No matter if you are a part-time or full-time wine drinker, the information on the label is the most important – when it comes down to purchasing a wine, those details, like the appellation, vintage, grape type, and style, are why people buy wine. Those details are what make the wine, so how do you ensure that all wine lovers have access to that information?
A quick Google search on “wines for the visually impaired” immediately pointed me to the infamous M. Chapoutier family of wines from the Rhône region of France. M. Chapoutier has been making wine since the early 1800s, and was the first wine producer to introduce Braille on its labels starting in 1996 with the Monier de la Sizeranne Hermitage wine. They have since expanded to include Braille on all wines bottled and sold by the Winery.
Monier de la Sizeranne is a wine named for Mauriece Monier de la Sizeranne, a local “son” of the area who lost his sight at nine-years-old. He attended the National Institute for Blind Children, and then went on to become a professor at the institute and a lover of literature. The Sizeranne family is known for a small piece of land it owns in the Heritage appellation, a growing site from which Chapoutier sources fruit for the Monier de la Sizeranne.

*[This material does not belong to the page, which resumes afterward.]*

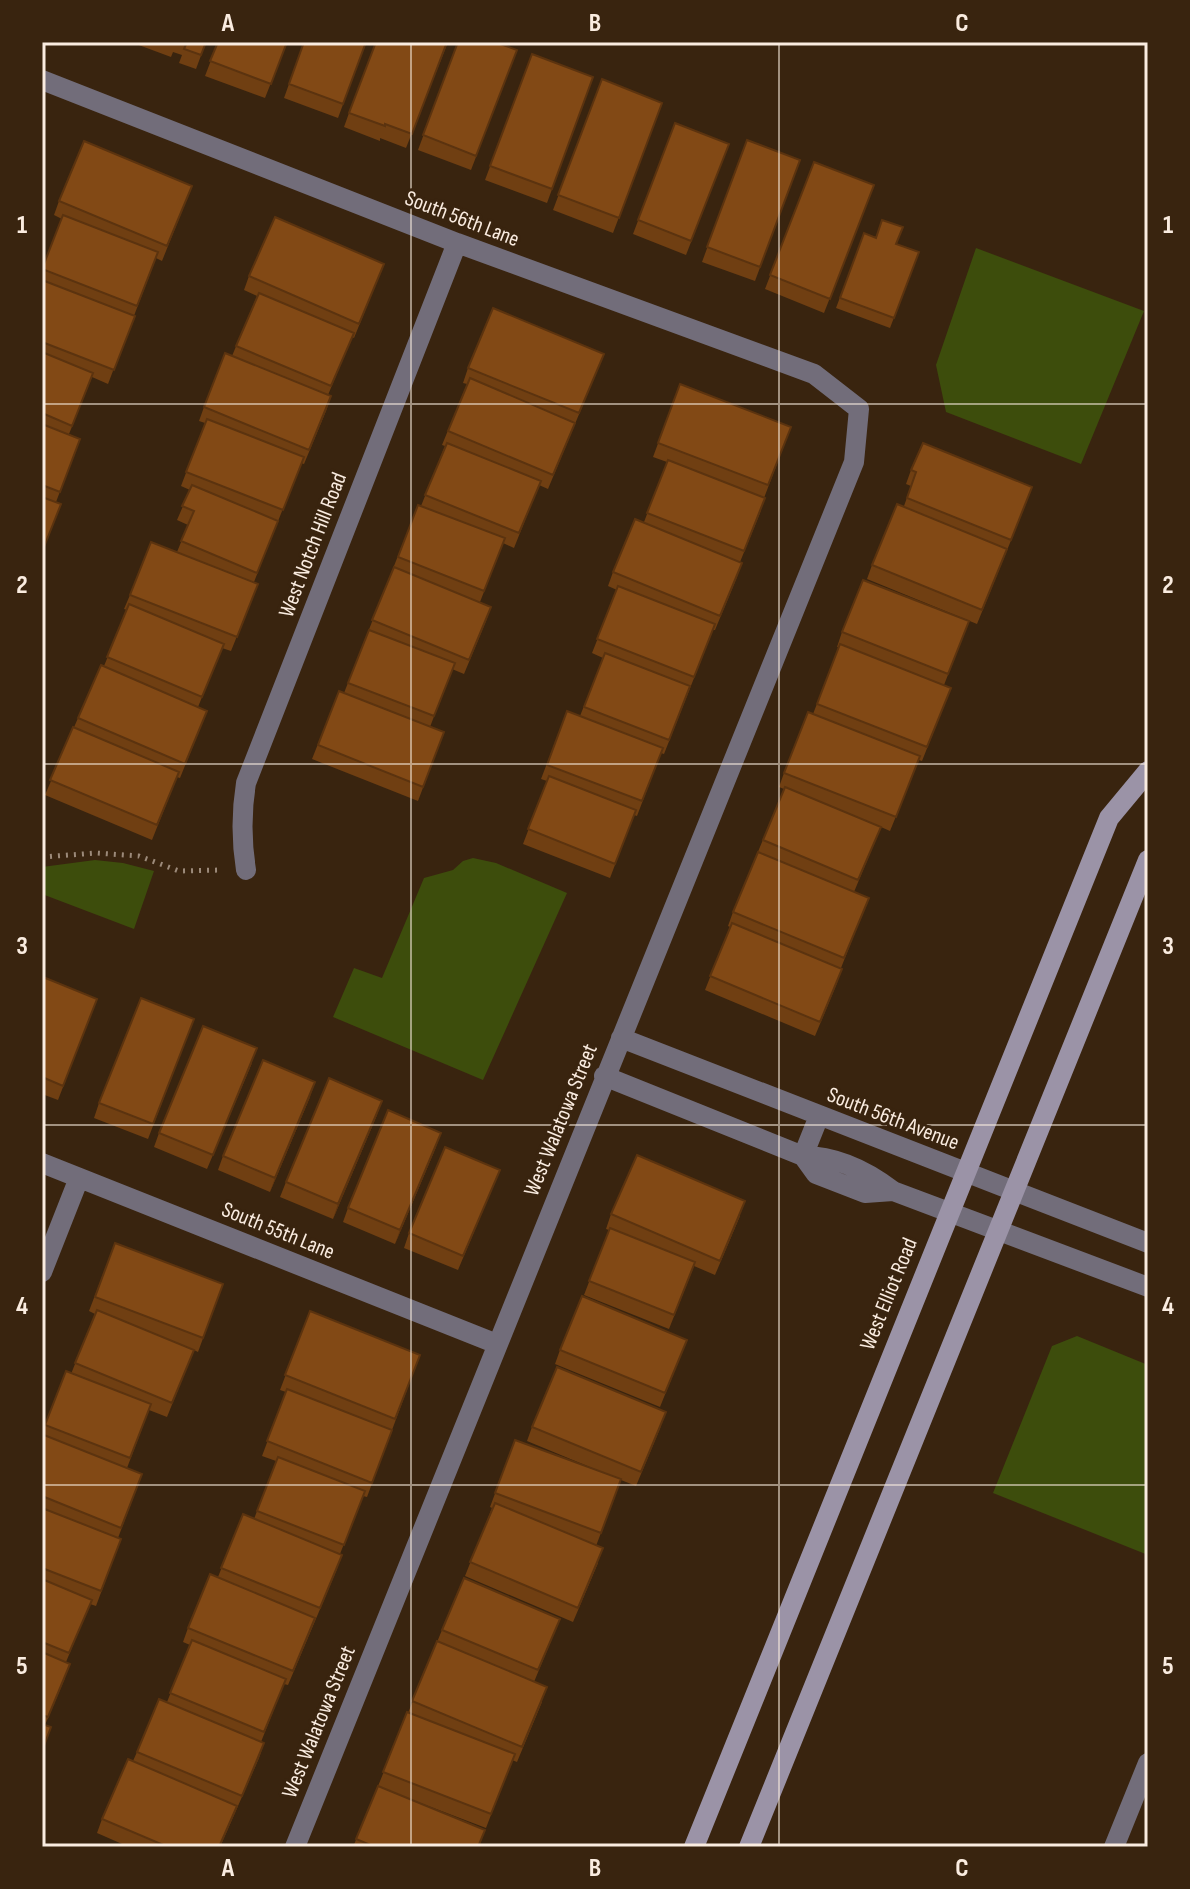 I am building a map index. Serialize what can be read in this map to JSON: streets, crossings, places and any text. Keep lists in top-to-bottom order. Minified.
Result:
{"streets":{"main road":["West Elliot Road"],"street":["South 56th Lane","West Notch Hill Road","South 56th Avenue","West Walatowa Street","South 55th Lane"]},"crossings":[["South 56th Lane","West Notch Hill Road"],["South 56th Lane","West Walatowa Street"],["South 56th Avenue","West Walatowa Street"],["South 56th Avenue","West Elliot Road"],["West Walatowa Street","South 55th Lane"]],"grid":{"columns":["A","B","C"],"rows":["1","2","3","4","5"]}} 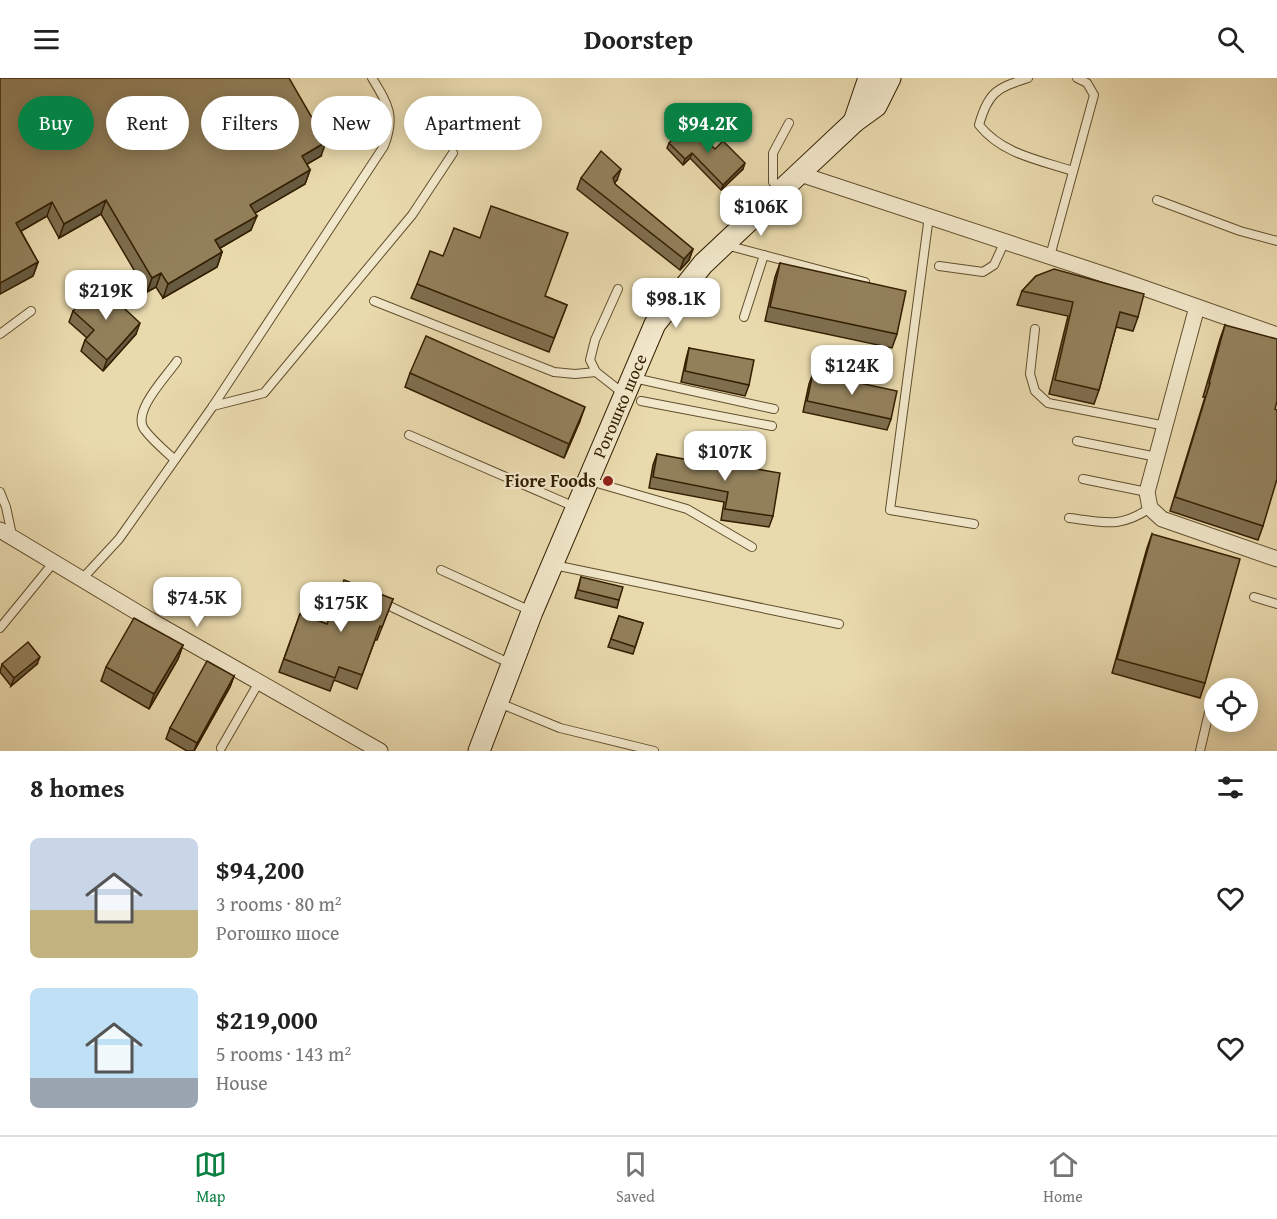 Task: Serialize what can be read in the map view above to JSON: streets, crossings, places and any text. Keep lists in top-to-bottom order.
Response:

In the early 1990s, Michel Chapoutier spent over a year researching and developing a printing press designed expressly to print Braille wine labels. “This noble gesture is one of the ways that Michel expresses his love and devotion for the terroir of his land,” says Katarina Maloney of Terlato Wines, “by paying homage to one of its most famous sons, Maurice Monier de la Sizeranne.”
Now, anyone who reads Braille can pick up a bottle of M. Chapoutier wine and find out where it is made (the appellation), the name of the wine, the vintage (year it was bottled), and the color (red, white or rosé). For any wine novice or lover, these are the most important pieces of information that wine labels offer, but haven’t always been accessible to everyone. Until now.